The company has strong fundamentals. More than 70% of companies have a lower mix of growth, profitability, debt and visibility.
From a short-term investment perspective, the company presents a deteriorated fundamental configuration.
According to Refinitiv, the company's ESG score for its industry is good.
Highlights: ASML Holding N.V.
Before interest, taxes, depreciation and amortization, the company's margins are particularly high.
Margins returned by the company are among the highest on the stock exchange list. Its core activity clears big profits.
Thanks to a sound financial situation, the firm has significant leeway for investment.
Analysts have a positive opinion on this stock. Average consensus recommends overweighting or purchasing the stock.
The difference between current prices and the average target price is rather important and implies a significant appreciation potential for the stock.
Consensus analysts have strongly revised their opinion of the company over the past 12 months.
The group usually releases upbeat results with huge surprise rates.
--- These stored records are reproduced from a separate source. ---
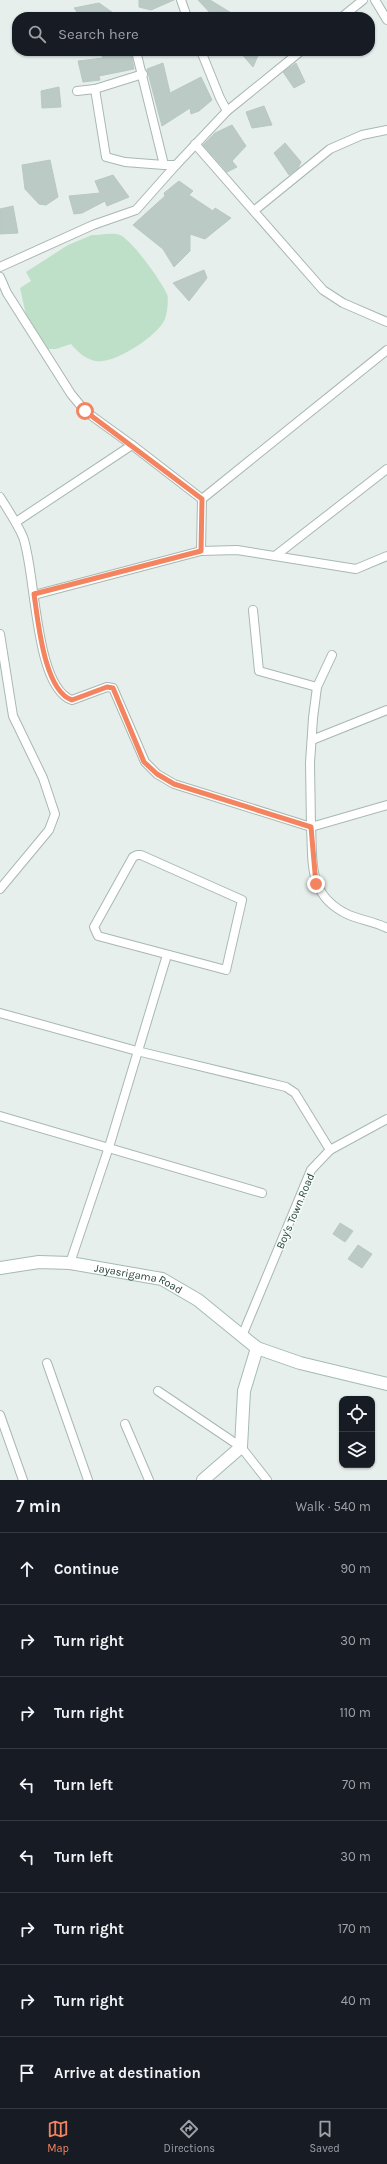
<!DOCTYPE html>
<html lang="en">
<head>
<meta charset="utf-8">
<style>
	body { margin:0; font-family:Karla,sans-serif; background:#20242c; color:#f1f3f6 }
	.controls { position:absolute; right:12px; bottom:12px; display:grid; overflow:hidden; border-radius:8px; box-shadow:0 1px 3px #0004 }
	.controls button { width:36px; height:36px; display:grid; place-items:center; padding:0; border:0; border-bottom:1px solid #363941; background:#171b24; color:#f1f3f6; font:20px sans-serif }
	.stop { position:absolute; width:12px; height:12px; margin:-9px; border:3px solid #f4845f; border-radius:50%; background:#fff }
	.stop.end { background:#f4845f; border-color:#fff; box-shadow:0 1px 4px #0008 }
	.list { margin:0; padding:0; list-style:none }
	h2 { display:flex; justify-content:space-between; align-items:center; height:52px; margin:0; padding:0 16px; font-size:17px }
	h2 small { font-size:13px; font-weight:400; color:#9ea1a6 }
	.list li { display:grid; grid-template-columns:26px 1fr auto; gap:12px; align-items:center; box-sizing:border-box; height:72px; padding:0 16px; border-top:1px solid #363941 }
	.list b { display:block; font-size:15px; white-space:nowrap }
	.list em { font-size:13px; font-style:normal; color:#9ea1a6 }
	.icon { flex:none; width:22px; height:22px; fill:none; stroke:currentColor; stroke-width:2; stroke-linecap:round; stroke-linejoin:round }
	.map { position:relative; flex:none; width:387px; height:1480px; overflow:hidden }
	.search { position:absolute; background:#171b24; box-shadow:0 1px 3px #0004; left:12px; right:12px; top:12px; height:44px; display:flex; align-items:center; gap:10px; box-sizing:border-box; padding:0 14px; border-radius:16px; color:#9ea1a6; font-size:15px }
	.sheet { height:628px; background:#171b24 }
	nav { display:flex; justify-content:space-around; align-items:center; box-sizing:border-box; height:56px; border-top:1px solid #363941; background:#171b24; font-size:11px; color:#9ea1a6 }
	nav a { display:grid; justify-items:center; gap:2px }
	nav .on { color:#f4845f }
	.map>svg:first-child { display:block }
	.green { fill:#bfe0c8 }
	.building { fill:#bbcac4; stroke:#b8c9c2 }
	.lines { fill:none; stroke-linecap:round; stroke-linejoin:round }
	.street-casing { stroke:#a8b8b2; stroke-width:10 }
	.secondary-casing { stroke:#a4bbb3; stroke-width:14 }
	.street { stroke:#fff; stroke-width:8 }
	.secondary { stroke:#fff; stroke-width:12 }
	.route { stroke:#f4845f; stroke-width:5 }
	.labels { text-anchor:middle; stroke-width:3; stroke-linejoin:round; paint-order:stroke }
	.street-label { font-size:11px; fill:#24423a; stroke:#f7fbf9 }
</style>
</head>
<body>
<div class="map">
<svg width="387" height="1480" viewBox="0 0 387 1480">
	<rect width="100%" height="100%" fill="#e6efeb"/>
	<path class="green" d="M 92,235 C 100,235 113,232 120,235 C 132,240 161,281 167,294 C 169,299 167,316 164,321 C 156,337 113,365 95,361 C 84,358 78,352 71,344 L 56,349 L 48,349 L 26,315 L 20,288 L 31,281 L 26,272 L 68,245 Z"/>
	<g class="building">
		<path d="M 139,0 L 174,0 L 151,10 L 139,7 Z"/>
		<path d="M 198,0 L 210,0 L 233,14 L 214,17 Z"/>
		<path d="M 99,3 L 119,17 L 81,17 L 74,8 Z"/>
		<path d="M 239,51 L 260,51 L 253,67 Z"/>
		<path d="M 131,53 L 134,69 L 99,76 L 100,80 L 83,82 L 78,61 L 103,58 L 102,56 Z"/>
		<path d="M 163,63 L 170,93 L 201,77 L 212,100 L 199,111 L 191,114 L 190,108 L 162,126 L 147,69 Z"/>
		<path d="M 296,63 L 305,82 L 294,88 L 283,72 Z"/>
		<path d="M 59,87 L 61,107 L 42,108 L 41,91 Z"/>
		<path d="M 264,106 L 272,125 L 252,128 L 246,112 Z"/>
		<path d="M 232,125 L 246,146 L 232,161 L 237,167 L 227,172 L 203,145 L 215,133 Z"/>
		<path d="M 285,143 L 301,162 L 298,168 L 289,175 L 274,153 Z"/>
		<path d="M 50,160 L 58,197 L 46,205 L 39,204 L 25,189 L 22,165 Z"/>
		<path d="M 113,175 L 129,197 L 107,206 L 105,201 L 82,213 L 74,214 L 69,196 L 100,193 L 95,181 Z"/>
		<path d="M 179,181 L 193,191 L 189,195 L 213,211 L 215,208 L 231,218 L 205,239 L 190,234 L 190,251 L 174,267 L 163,249 L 133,225 L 165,196 L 164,193 Z"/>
		<path d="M 13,206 L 18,233 L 0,234 L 0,209 Z"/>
		<path d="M 204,270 L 207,278 L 189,301 L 173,283 Z"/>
		<path d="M 340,1223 L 353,1231 L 345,1242 L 333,1234 Z"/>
		<path d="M 358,1245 L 372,1254 L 362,1268 L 348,1259 Z"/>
	</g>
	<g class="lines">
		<defs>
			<g id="street">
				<path d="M 181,0 L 187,17"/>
				<path d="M 375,0 L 387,20"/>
				<path d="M 342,17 L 363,0"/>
				<path d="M 136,51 L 164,165 L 176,165"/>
				<path d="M 201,51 L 220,98 L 227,111"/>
				<path d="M 95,89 L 106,157 L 125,162 L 164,165"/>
				<path d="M 77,91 L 95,89 L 143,74"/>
				<path d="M 195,144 L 323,290 L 343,303 L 387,322"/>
				<path d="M 255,210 L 330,149 L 362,135 L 387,130"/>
				<path d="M 0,267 L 93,225 L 136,210 L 176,165 L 227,111 L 301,51"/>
				<path d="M 0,277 L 7,293 L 71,394 L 85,411 L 132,445"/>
				<path d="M 0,497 C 8,510 17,523 23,537 C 36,571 34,687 72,700 L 107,687 L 113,688 L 145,762 L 157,774 L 174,784 L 311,827 C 313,865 308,896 349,915 C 361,920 375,922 387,928"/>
				<path d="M 16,522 L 132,445 L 202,499 L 387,350"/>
				<path d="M 201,551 L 202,499"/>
				<path d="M 275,556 L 387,469"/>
				<path d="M 34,595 L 201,551 L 237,550 L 356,569 L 387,556"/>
				<path d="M 253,610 L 259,671 L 317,687"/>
				<path d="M 0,634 L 13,716 L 43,778 L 55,814 L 49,830 L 0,889"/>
				<path d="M 332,655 L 317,687 L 313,718 L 310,763 L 311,827 L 387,805"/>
				<path d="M 312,740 L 387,710"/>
				<path d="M 137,855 L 141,855 L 242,900 L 226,970 L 98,936 L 94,927 L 133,857 Z"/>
				<path d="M 0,1013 L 137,1051 L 286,1087 L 295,1093 L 330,1150"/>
				<path d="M 0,1116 L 262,1193"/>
				<path d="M 70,1263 L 109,1147 L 167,955"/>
				<path d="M 242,1336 L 311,1170 L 330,1150 L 387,1119"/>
				<path d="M 47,1363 L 88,1480"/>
				<path d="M 158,1391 L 241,1447 L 267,1480"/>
				<path d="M 0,1415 L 23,1480"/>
				<path d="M 125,1424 L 149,1480"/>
			</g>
			<g id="secondary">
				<path id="s1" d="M 0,1268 L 39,1262 L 70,1263 L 162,1279 L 198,1300 L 257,1348 L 300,1363 L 387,1384"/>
				<path d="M 203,1480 L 241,1447 L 244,1391 L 257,1348"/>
			</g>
		</defs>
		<use href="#street" class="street-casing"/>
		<use href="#secondary" class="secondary-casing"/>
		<use href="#street" class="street"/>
		<use href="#secondary" class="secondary"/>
	</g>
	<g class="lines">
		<path class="route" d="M 85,411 L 202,499 L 201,551 L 34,594 C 38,620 44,691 72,700 L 107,687 L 113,688 L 144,762 L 157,774 L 174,784 L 311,827 L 316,884"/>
	</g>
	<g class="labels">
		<g class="street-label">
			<text transform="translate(295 1211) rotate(-67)" y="4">Boy's Town Road</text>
			<text dy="4" stroke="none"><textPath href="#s1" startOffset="141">Jayasrigama Road</textPath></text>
		</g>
	</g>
</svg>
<div class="controls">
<button><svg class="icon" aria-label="locate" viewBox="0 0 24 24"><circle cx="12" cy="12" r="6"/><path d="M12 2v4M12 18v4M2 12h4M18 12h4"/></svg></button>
<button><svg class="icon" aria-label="layers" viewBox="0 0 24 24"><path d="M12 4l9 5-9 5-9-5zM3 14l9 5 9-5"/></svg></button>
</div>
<div class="stop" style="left:85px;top:411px"></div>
<div class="stop end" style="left:316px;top:884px"></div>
<div class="search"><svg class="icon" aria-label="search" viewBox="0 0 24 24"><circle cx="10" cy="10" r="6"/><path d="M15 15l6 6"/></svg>Search here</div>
</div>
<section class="sheet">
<h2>7 min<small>Walk · 540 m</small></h2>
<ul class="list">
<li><svg class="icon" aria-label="ahead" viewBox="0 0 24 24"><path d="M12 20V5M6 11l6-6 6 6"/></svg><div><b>Continue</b></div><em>90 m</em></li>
<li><svg class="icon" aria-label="right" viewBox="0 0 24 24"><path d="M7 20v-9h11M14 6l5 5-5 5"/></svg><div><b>Turn right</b></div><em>30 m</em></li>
<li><svg class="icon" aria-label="right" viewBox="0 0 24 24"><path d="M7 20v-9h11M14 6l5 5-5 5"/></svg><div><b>Turn right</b></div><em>110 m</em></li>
<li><svg class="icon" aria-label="left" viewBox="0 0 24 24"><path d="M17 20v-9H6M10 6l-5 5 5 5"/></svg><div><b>Turn left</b></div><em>70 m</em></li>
<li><svg class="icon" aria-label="left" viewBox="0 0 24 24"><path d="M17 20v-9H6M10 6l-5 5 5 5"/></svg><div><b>Turn left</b></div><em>30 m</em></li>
<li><svg class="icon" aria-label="right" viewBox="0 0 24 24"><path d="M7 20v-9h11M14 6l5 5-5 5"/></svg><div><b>Turn right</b></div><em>170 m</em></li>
<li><svg class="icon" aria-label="right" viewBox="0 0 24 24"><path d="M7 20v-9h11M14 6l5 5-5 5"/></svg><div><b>Turn right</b></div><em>40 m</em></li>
<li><svg class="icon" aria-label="arrive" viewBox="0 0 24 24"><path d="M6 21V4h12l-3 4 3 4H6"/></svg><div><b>Arrive at destination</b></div></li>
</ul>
</section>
<nav>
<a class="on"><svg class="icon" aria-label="map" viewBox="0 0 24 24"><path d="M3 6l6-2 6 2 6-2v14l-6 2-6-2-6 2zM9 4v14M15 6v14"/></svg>Map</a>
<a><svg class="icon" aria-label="directions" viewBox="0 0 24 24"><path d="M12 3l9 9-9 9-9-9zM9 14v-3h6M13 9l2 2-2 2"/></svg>Directions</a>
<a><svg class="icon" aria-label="saved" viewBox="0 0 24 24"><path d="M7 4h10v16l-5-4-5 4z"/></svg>Saved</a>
</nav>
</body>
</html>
Weaknesses: ASML Holding N.V.
With an expected P/E ratio at 35.39 and 27.87 respectively for both the current and next fiscal years, the company operates with high earnings multiples.
Based on current prices, the company has particularly high valuation levels.
The company appears highly valued given the size of its balance sheet.
The valuation of the company is particularly high given the cash flows generated by its activity.
The firm pays small or no dividend to shareholders. For that reason, it is not a yield company.
The sales outlook for the group was lowered in the last twelve months. This change in forecast points out a decline in activity as well as pessimistic analyses of the company.
For the last few months, analysts have been revising downwards their earnings forecast.
Over the past four months, analysts' average price target has been revised downwards significantly.
The average consensus view of analysts covering the stock has deteriorated over the past four months.